Suddenly nerves hit me, and sarcasm bubbled out of me even though I didn't mean it to. “I only do that when I want you to screw me.”
The grin was back, and Kye grabbed my arms and spread them as if he wanted to get a look at me with fresh eyes.
“I’m gonna be a dad? No fucking shit?!”
“Yes. And we should probably start using replacement swear words, like fork and bull shark.”
He tossed back his head and laughed, frosty breath huffing into the air before he returned his attention to me.
“How’re you feeling? Is this something you want?”
“With you. Yes, I want it with you.”
If I wasn’t mistaken, Kye’s exhale seemed to be one of relief before he hugged me again and declared, “You make me so forking happy, you know?”
I cracked up, burying my face into his shoulder. Kye held me in a way that felt fragile and crushing at once. Like I was something precious, but he was greedy enough to squeeze just a little tighter.
“But how?” he asked, pulling back. His red-flecked turquoise eyes peering into mine, full of questions. “How did you free me?”
“Well,” I began, prepared to tell him all about how my meddling therapist was actually the same berchta who’d been in possession of his prison, as he tucked me into his side and guided me toward the house.
I couldn’t help but loop my arm around his waist and squeeze, willing him to never disappear again.

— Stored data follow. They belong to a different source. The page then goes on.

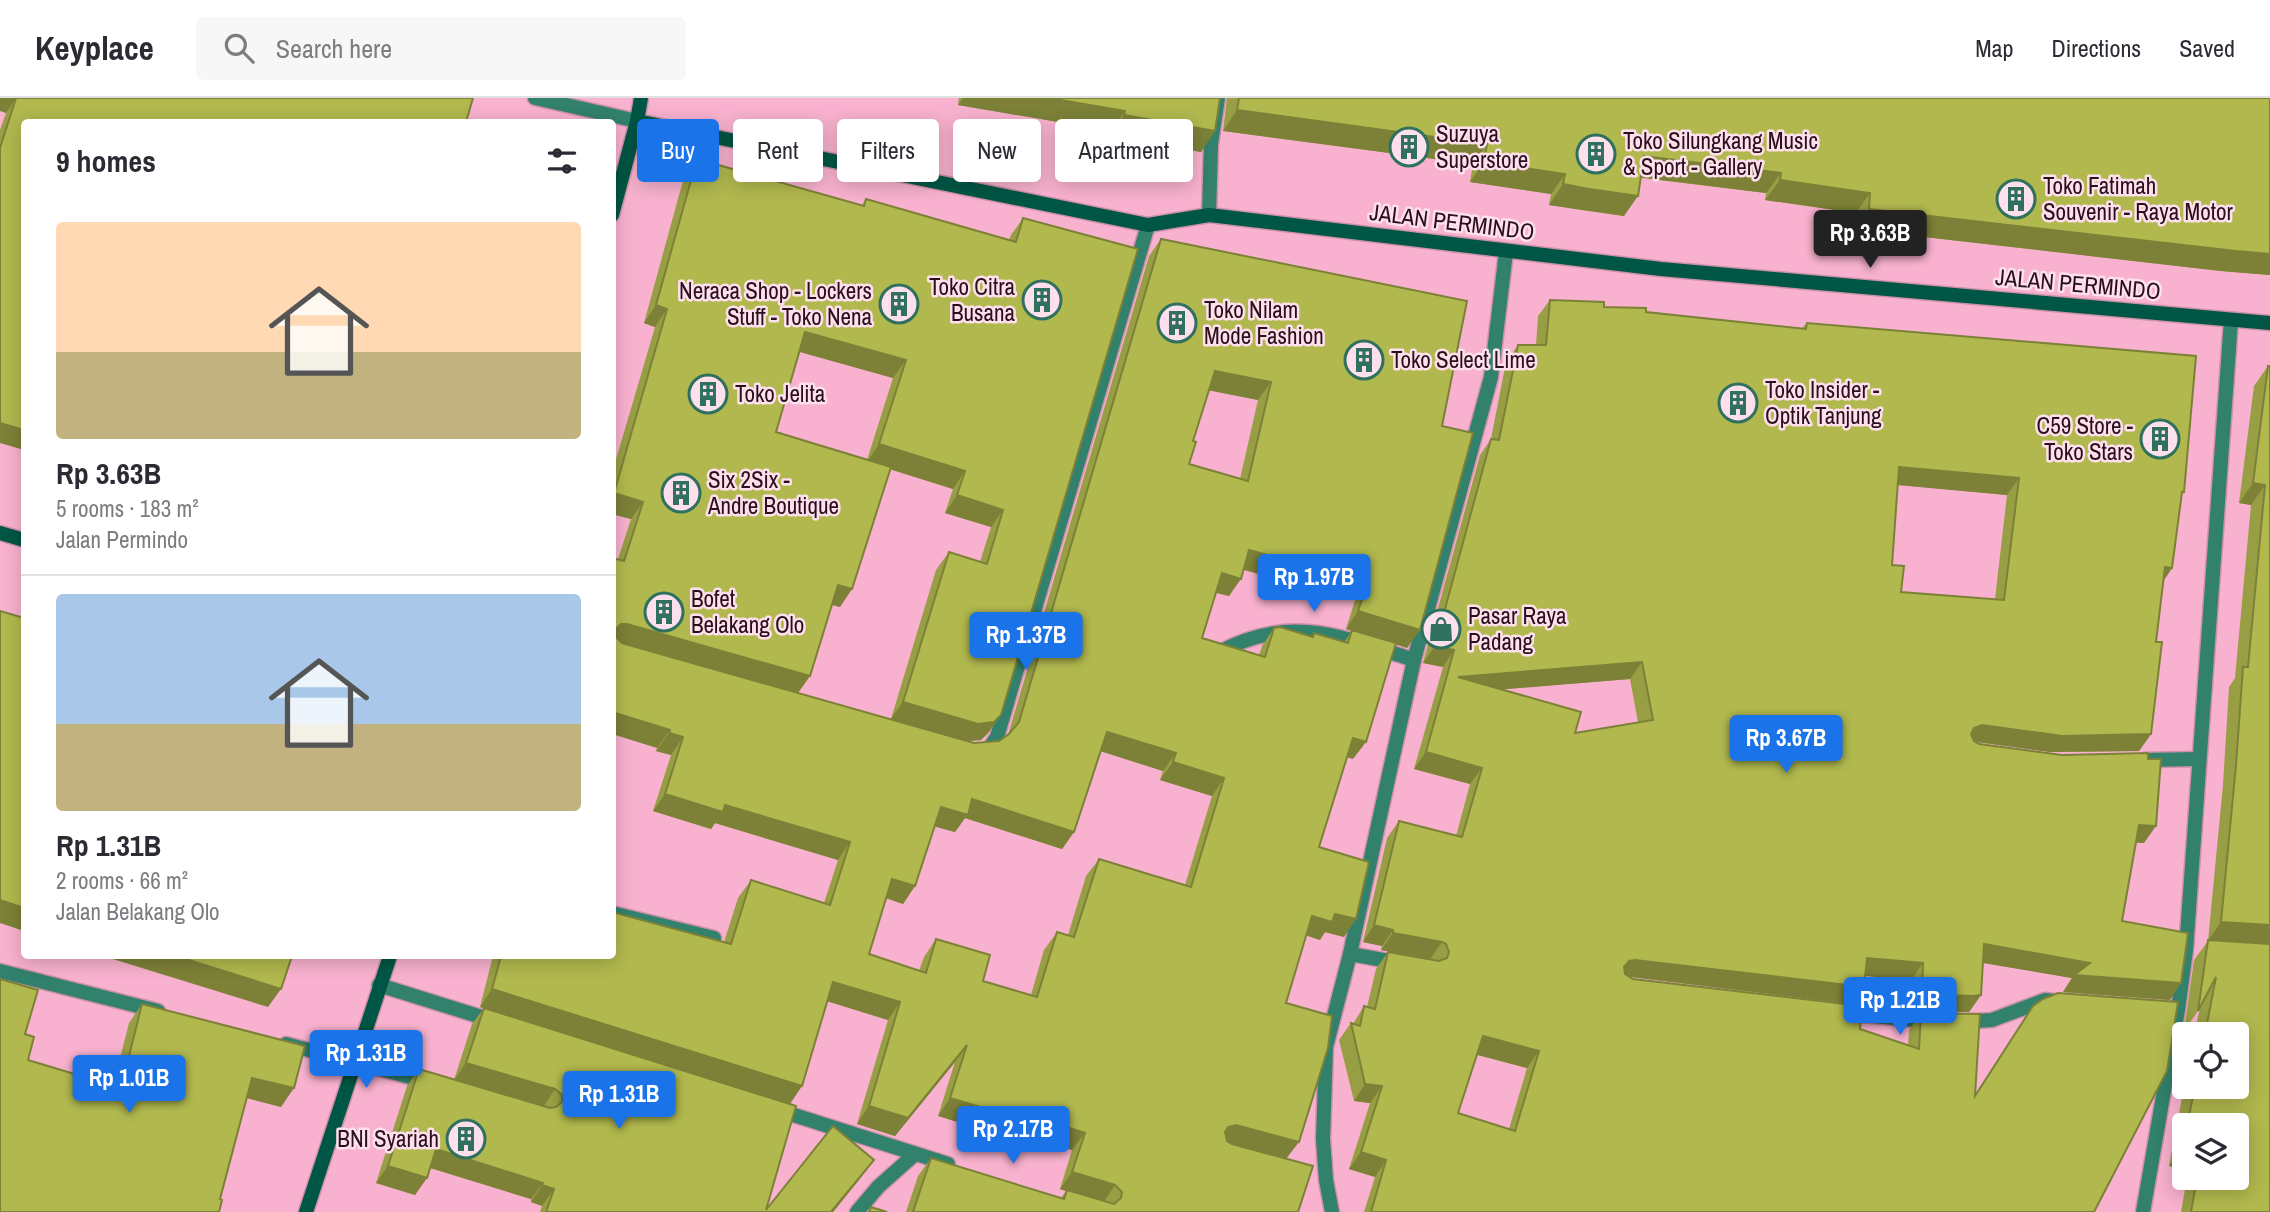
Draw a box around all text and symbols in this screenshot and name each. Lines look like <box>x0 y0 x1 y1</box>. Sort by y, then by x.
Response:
search box <box>196 17 686 80</box>
text: Keyplace <box>35 26 154 70</box>
icon: search <box>220 29 258 67</box>
text: Search here <box>276 31 392 66</box>
text: Map <box>1975 32 2013 64</box>
text: Directions <box>2051 32 2141 64</box>
text: Saved <box>2179 32 2235 64</box>
place label: Suzuya Superstore <box>1436 118 1528 175</box>
chip: Buy <box>637 119 719 182</box>
chip: Rent <box>733 119 823 182</box>
chip: Filters <box>837 119 939 182</box>
chip: New <box>953 119 1041 182</box>
chip: Apartment <box>1055 119 1193 182</box>
place label: Toko Silungkang Music & Sport - Gallery <box>1623 125 1818 182</box>
building icon: Suzuya Superstore <box>1388 126 1430 168</box>
building icon: Toko Silungkang Music & Sport - Gallery <box>1575 133 1617 175</box>
text: 9 homes <box>56 141 156 181</box>
icon: filters <box>543 142 581 180</box>
place label: Toko Fatimah Souvenir - Raya Motor <box>2043 170 2233 227</box>
building icon: Toko Fatimah Souvenir - Raya Motor <box>1995 178 2037 220</box>
street label: JALAN PERMINDO <box>1368 196 1536 247</box>
pin: Rp 3.63B <box>1798 211 1942 270</box>
text: Rp 3.63B <box>1830 217 1910 248</box>
street label: JALAN PERMINDO <box>1994 261 2162 306</box>
icon: home <box>256 268 382 394</box>
place label: Toko Citra Busana <box>929 271 1016 328</box>
place label: Neraca Shop - Lockers Stuff - Toko Nena <box>679 275 873 332</box>
building icon: Toko Citra Busana <box>1021 279 1063 321</box>
building icon: Neraca Shop - Lockers Stuff - Toko Nena <box>878 283 920 325</box>
place label: Toko Nilam Mode Fashion <box>1204 294 1324 351</box>
building icon: Toko Nilam Mode Fashion <box>1156 302 1198 344</box>
building icon: Toko Select Lime <box>1343 339 1385 381</box>
place label: Toko Select Lime <box>1391 344 1536 375</box>
building icon: Toko Jelita <box>687 373 729 415</box>
place label: Toko Insider - Optik Tanjung <box>1765 374 1882 431</box>
place label: Toko Jelita <box>735 378 826 409</box>
building icon: Toko Insider - Optik Tanjung <box>1717 382 1759 424</box>
place label: C59 Store - Toko Stars <box>2037 410 2134 467</box>
building icon: C59 Store - Toko Stars <box>2139 418 2181 460</box>
text: Rp 3.63B <box>56 453 161 493</box>
place label: Six 2Six - Andre Boutique <box>707 464 839 521</box>
building icon: Six 2Six - Andre Boutique <box>660 472 702 514</box>
text: 5 rooms · 183 m² <box>56 493 199 524</box>
text: Jalan Permindo <box>56 524 188 555</box>
pin: Rp 1.97B <box>1242 554 1386 614</box>
text: Rp 1.97B <box>1274 561 1354 592</box>
place label: Bofet Belakang Olo <box>691 583 804 640</box>
building icon: Bofet Belakang Olo <box>643 591 685 633</box>
place label: Pasar Raya Padang <box>1468 600 1567 657</box>
shop icon: Pasar Raya Padang <box>1420 608 1462 650</box>
pin: Rp 1.37B <box>954 612 1098 672</box>
text: Rp 1.37B <box>986 619 1066 650</box>
icon: home <box>256 640 382 766</box>
pin: Rp 3.67B <box>1714 716 1858 775</box>
text: Rp 3.67B <box>1746 722 1826 753</box>
text: Rp 1.31B <box>56 825 161 865</box>
text: 2 rooms · 66 m² <box>56 865 188 896</box>
text: Jalan Belakang Olo <box>56 896 220 927</box>
pin: Rp 1.21B <box>1828 978 1972 1037</box>
text: Rp 1.21B <box>1860 984 1940 1015</box>
map controls <box>2172 1022 2249 1190</box>
button: locate <box>2172 1022 2249 1099</box>
pin: Rp 1.31B <box>294 1030 438 1090</box>
text: Rp 1.31B <box>326 1037 406 1068</box>
pin: Rp 1.01B <box>57 1056 201 1115</box>
text: Rp 1.01B <box>89 1062 169 1093</box>
pin: Rp 1.31B <box>547 1072 691 1131</box>
text: Rp 1.31B <box>579 1078 659 1109</box>
pin: Rp 2.17B <box>941 1107 1085 1166</box>
text: Rp 2.17B <box>973 1113 1053 1144</box>
button: layers <box>2172 1113 2249 1190</box>
building icon: BNI Syariah <box>445 1118 487 1160</box>
place label: BNI Syariah <box>337 1123 439 1154</box>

“It all started with my bizarre compulsion to flush toilets.”
EPILOGUE
The following December...
HOLLY
“You sure you’re not here just to sneak across the street to The Bowl?” Kye side-eyed me after he stole baby Jovie, named after one of his brothers from long ago.
“Me? The Bowl?” I snorted and brushed him off. “It’s not like I go there every day or something.”
Kye canted his head. I hated it when he did that. He saw right through me.
“You do.”
“Not every day!”
“Every day for the past two weeks.”
“Okay, stalker.” I turned away so he couldn’t see my exasperated smile and fiddled with one of his new designs. “Maybe I just wanted to visit my husband at work. How’s business?”
“You know exactly how business is.” I didn’t even have to turn around to know he had a shit-eating grin on his face. “I knew you were here for The Bowl!”
“Gah!” I tossed my hands in the air and whirled around. “I’ve just had this insatiable craving for their hot cocoa. It’s liquid gold and I just wanna bathe in it while I munch on unhealthy amounts of their chocolate dipped pretzels.”
“You fucking—”
“Aht-aht!”
“You forking weirdo,” he amended with an exaggerated eye roll. “Jovie can’t even understand what I’m saying yet.”
“Yes he can. Maybe. I don’t really know, but I don’t want his first word to be shit, fuck, or damn.”